The QP algorithm

The material of this section is based on the following reference: [Fle87].
We want to find the solution of:

$$\min_{x} g^t x + \frac{1}{2} x^t H x \; \; \; \; A x \geq b$$ (9.1)

where $A \in \Re^{m \times n}$ and $b \in \Re^m$.
We will assume in this chapter that $H$ is positive definite. There is thus only one solution. We will first see how to handle the following simpler problem:

$$\min_{x} g^t x + \frac{1}{2} x^t H x \; \; \; \; A x = b$$ (9.2)

Equality constraints

Let $Y$ and $Z$ be $n \times m$ and $n \times (n-m)$ matrices respectively such that $[Y:Z]$ is non-singular, and in addition let $A Y=I$ and $A Z=0$. The solution of the equation $Ax=b$ is given by:

$$x=Y b + Z y$$ (9.3)

where $y$ can be any vector. Indeed, we have the following: $A x = A (Y b+ Z y)= A Y b+ A Z y= b$. The matrix $Z$ has linearly independent columns $z_1, \ldots, z_{n-m}$ which are inside the null-space of $A$ and therefore act as bases vectors (or reduced coordinate directions) for the null space. At any point $x$ any feasible correction $\delta$ can be written as:

$$\delta =Z y = \sum_{i=1}^{n-m} z_i y_i$$ (9.4)

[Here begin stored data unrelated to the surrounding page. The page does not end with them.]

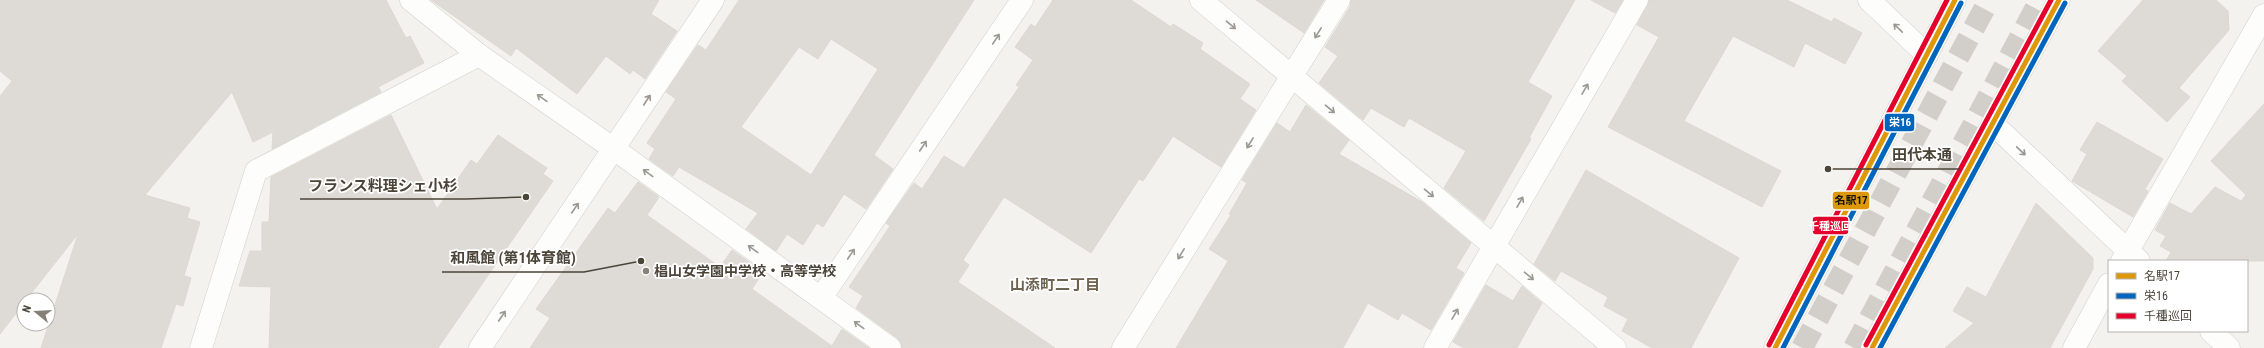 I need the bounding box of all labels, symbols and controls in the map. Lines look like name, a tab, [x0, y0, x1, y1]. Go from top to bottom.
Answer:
one-way arrow	[1225, 21, 1236, 30]
one-way arrow	[1893, 23, 1903, 33]
one-way arrow	[1314, 27, 1322, 39]
one-way arrow	[992, 33, 1000, 44]
one-way arrow	[1582, 83, 1590, 95]
one-way arrow	[536, 94, 547, 102]
one-way arrow	[643, 95, 651, 106]
one-way arrow	[1324, 105, 1335, 114]
line badge: 栄16	[1884, 113, 1915, 132]
text: 栄16	[1889, 116, 1911, 129]
one-way arrow	[1245, 137, 1253, 149]
one-way arrow	[919, 141, 927, 152]
callout: 田代本通	[1884, 142, 1960, 169]
text: 田代本通	[1892, 146, 1952, 164]
one-way arrow	[2016, 146, 2026, 155]
one-way arrow	[643, 169, 654, 177]
callout: フランス料理シェ小杉	[300, 172, 466, 199]
text: フランス料理シェ小杉	[308, 177, 458, 195]
one-way arrow	[1424, 189, 1435, 198]
line badge: 名駅17	[1832, 191, 1870, 210]
text: 名駅17	[1834, 194, 1868, 207]
one-way arrow	[1516, 196, 1524, 208]
one-way arrow	[571, 202, 579, 214]
line badge: 千種巡回	[1812, 216, 1849, 235]
text: 千種巡回	[1808, 220, 1852, 233]
callout: 和風館 (第1体育館)	[442, 245, 584, 272]
one-way arrow	[748, 245, 759, 253]
one-way arrow	[1177, 248, 1185, 259]
text: 和風館 (第1体育館)	[450, 249, 576, 267]
one-way arrow	[847, 249, 855, 260]
legend	[2108, 260, 2248, 332]
place label: 椙山女学園中学校・高等学校	[654, 263, 836, 279]
marker: 椙山女学園中学校・高等学校	[641, 266, 651, 276]
text: 名駅17	[2144, 269, 2180, 283]
one-way arrow	[1524, 272, 1534, 281]
district label: 山添町二丁目	[1010, 276, 1100, 294]
text: 栄16	[2144, 289, 2168, 303]
north arrow	[16, 292, 56, 332]
text: N	[20, 304, 34, 314]
one-way arrow	[1451, 308, 1459, 320]
text: 千種巡回	[2144, 309, 2192, 323]
one-way arrow	[498, 310, 506, 321]
one-way arrow	[854, 321, 865, 329]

where $y_1,\ldots,y_{n-m}$ are the components (or reduced variables) in each reduced coordinate direction (see Figure 9.1).

Figure 9.1: The null-space of A

Combining equation 9.2 and 9.3, we obtain the reduced quadratic function:

$$\psi(y)= \frac{1}{2} y^t Z^t H Z y + (g+ H Y b)^t Z y + \frac{1}{2} (g+H Y b)^t Y b$$ (9.5)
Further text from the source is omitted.